(Supplied information begins)

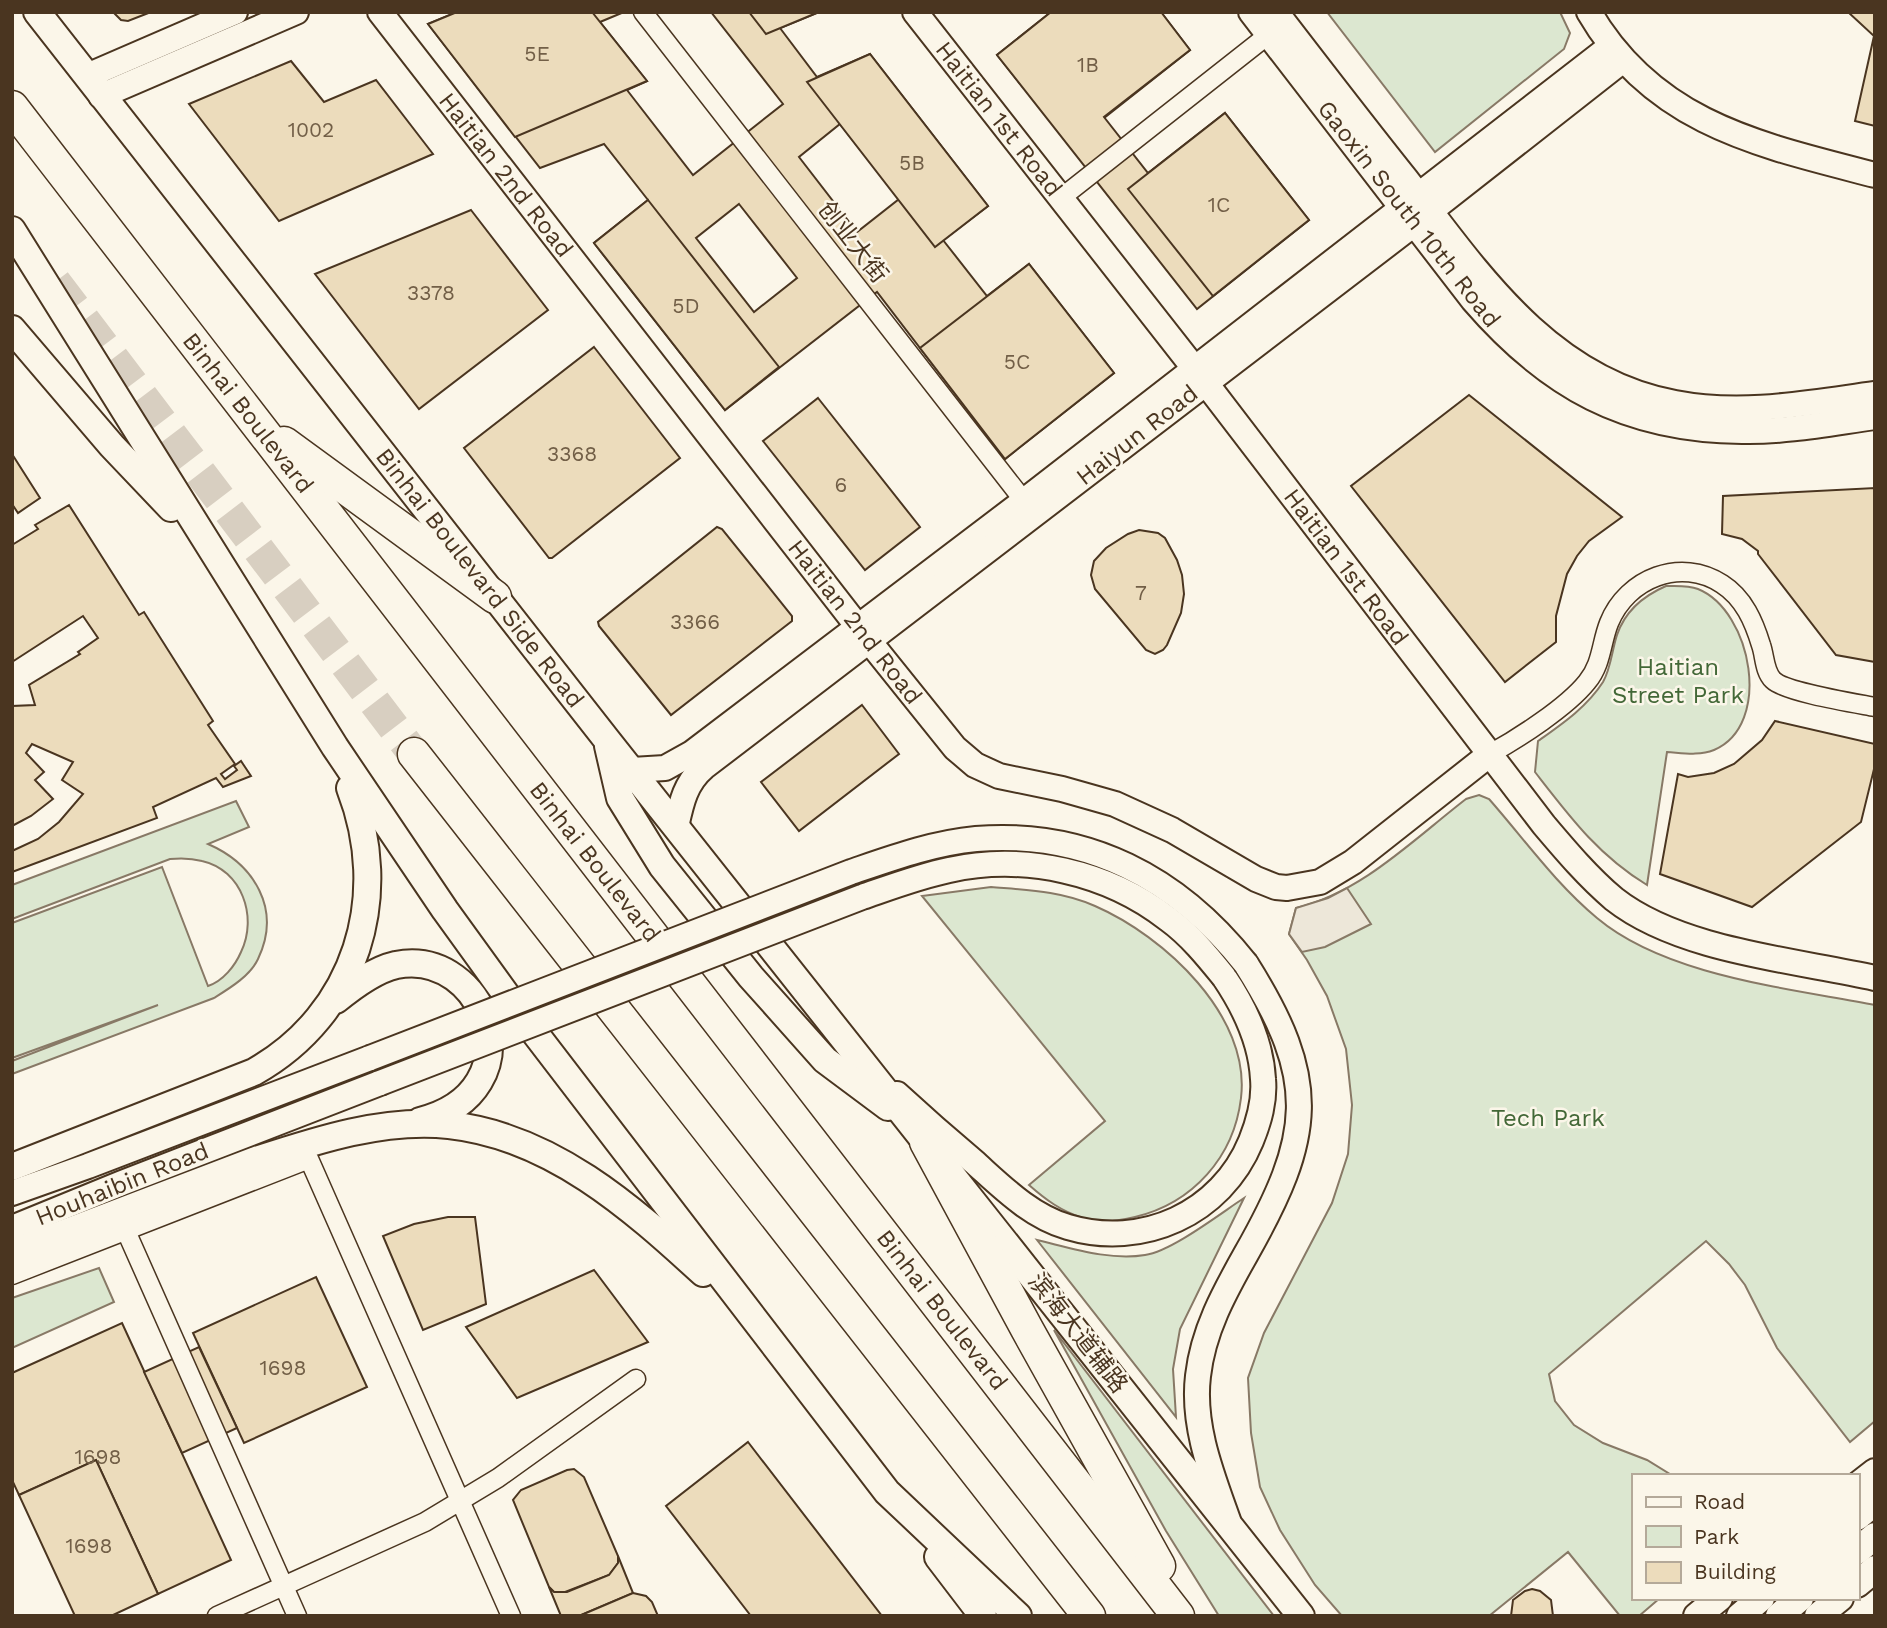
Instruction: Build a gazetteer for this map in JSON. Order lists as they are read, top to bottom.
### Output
{
  "streets": {
    "highway": ["Binhai Boulevard"],
    "main road": ["Binhai Boulevard Side Road", "滨海大道辅路"],
    "street": [
      "Haitian 1st Road",
      "Haitian 2nd Road",
      "Gaoxin South 10th Road",
      "创业大街",
      "Haiyun Road",
      "Houhaibin Road"
    ]
  },
  "crossings": [
    ["Haitian 1st Road", "Haitian 2nd Road"],
    ["Haitian 1st Road", "Haiyun Road"],
    ["Haitian 2nd Road", "Haiyun Road"],
    ["Gaoxin South 10th Road", "Haiyun Road"],
    ["创业大街", "Haiyun Road"],
    ["Haiyun Road", "Binhai Boulevard Side Road"],
    ["Binhai Boulevard Side Road", "Houhaibin Road"],
    ["Binhai Boulevard Side Road", "滨海大道辅路"],
    ["Houhaibin Road", "滨海大道辅路"]
  ],
  "parks": ["Haitian Street Park", "Tech Park"],
  "house_numbers": [
    "5E",
    "1B",
    "1002",
    "5B",
    "1C",
    "3378",
    "5D",
    "5C",
    "3368",
    "6",
    "7",
    "3366",
    "1698",
    "1698",
    "1698"
  ],
  "legend": ["Road", "Park", "Building"]
}
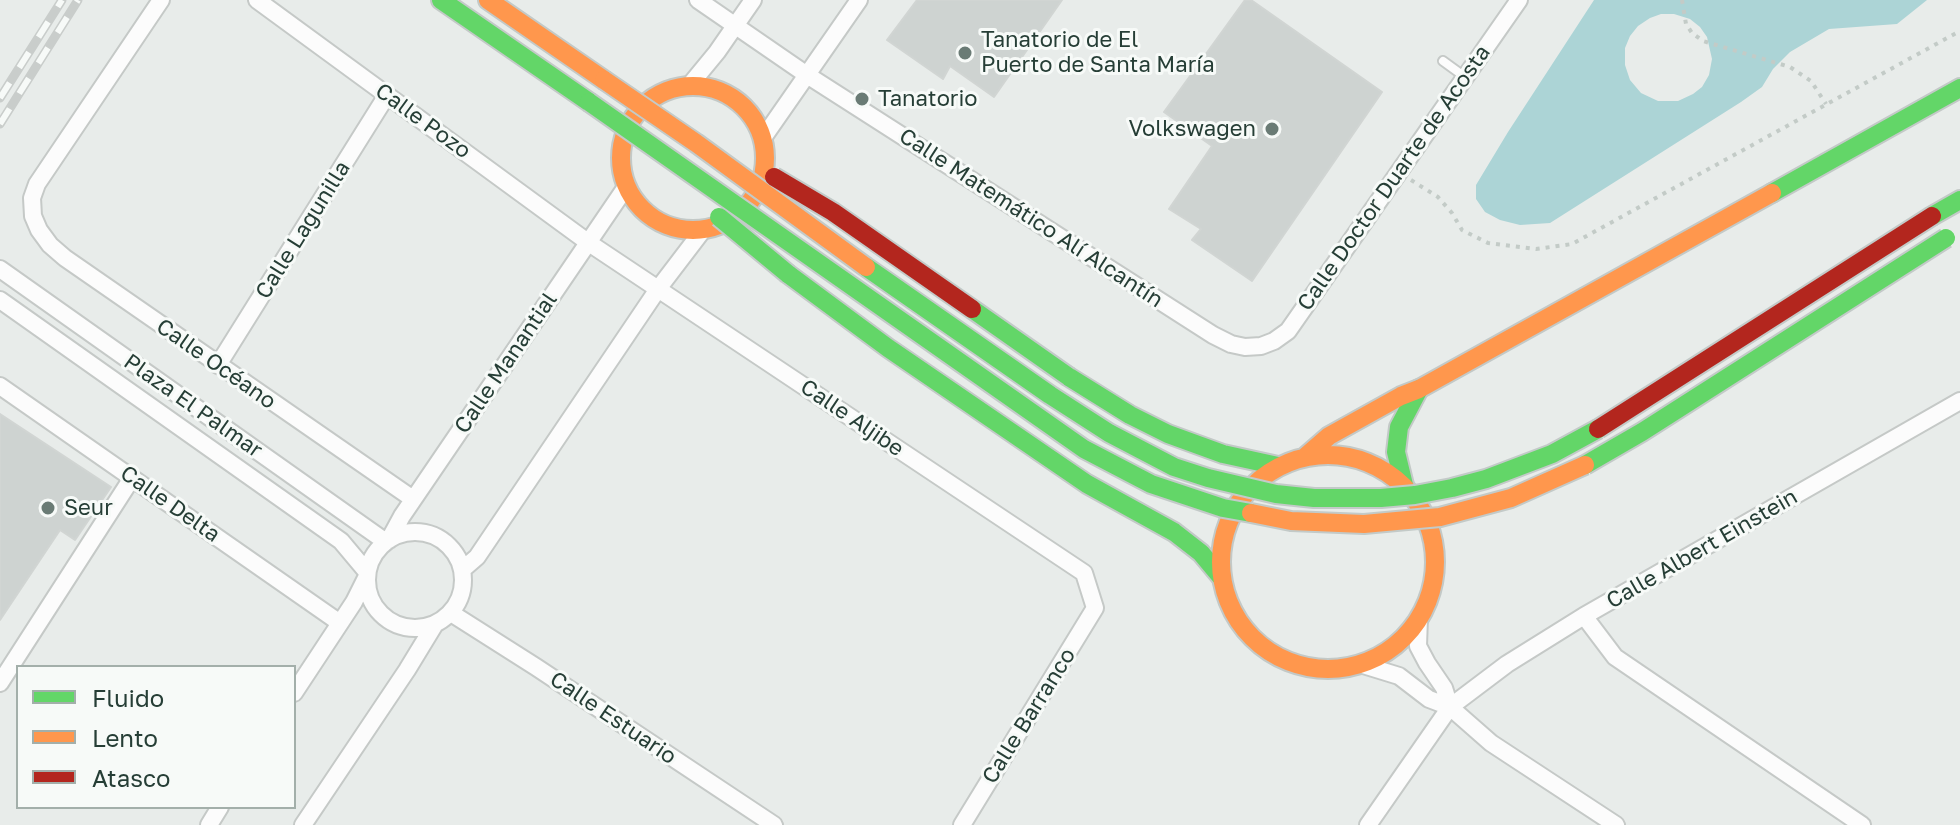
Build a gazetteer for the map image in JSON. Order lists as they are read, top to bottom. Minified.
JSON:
{"streets":{"street":["Calle Pozo","Calle Doctor Duarte de Acosta","Calle Matemático Alí Alcantín","Calle Lagunilla","Calle Manantial","Calle Océano","Plaza El Palmar","Calle Aljibe","Calle Delta","Calle Albert Einstein","Calle Barranco","Calle Estuario"]},"crossings":[["Calle Pozo","Calle Lagunilla"],["Calle Pozo","Calle Manantial"],["Calle Pozo","Calle Aljibe"],["Calle Doctor Duarte de Acosta","Calle Matemático Alí Alcantín"],["Calle Lagunilla","Calle Océano"],["Calle Manantial","Calle Océano"],["Calle Manantial","Plaza El Palmar"],["Calle Manantial","Calle Aljibe"],["Calle Manantial","Calle Estuario"],["Plaza El Palmar","Calle Estuario"],["Calle Aljibe","Calle Barranco"]],"places":["Tanatorio de El Puerto de Santa María","Tanatorio","Volkswagen","Seur"],"legend":["Fluido","Lento","Atasco"]}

(Supplied information ends)

◆ Your objective
From the material above, copy each line that includes the word "Side".

◆ Answer for the task
    "main road": ["Binhai Boulevard Side Road", "滨海大道辅路"],
    ["Haiyun Road", "Binhai Boulevard Side Road"],
    ["Binhai Boulevard Side Road", "Houhaibin Road"],
    ["Binhai Boulevard Side Road", "滨海大道辅路"],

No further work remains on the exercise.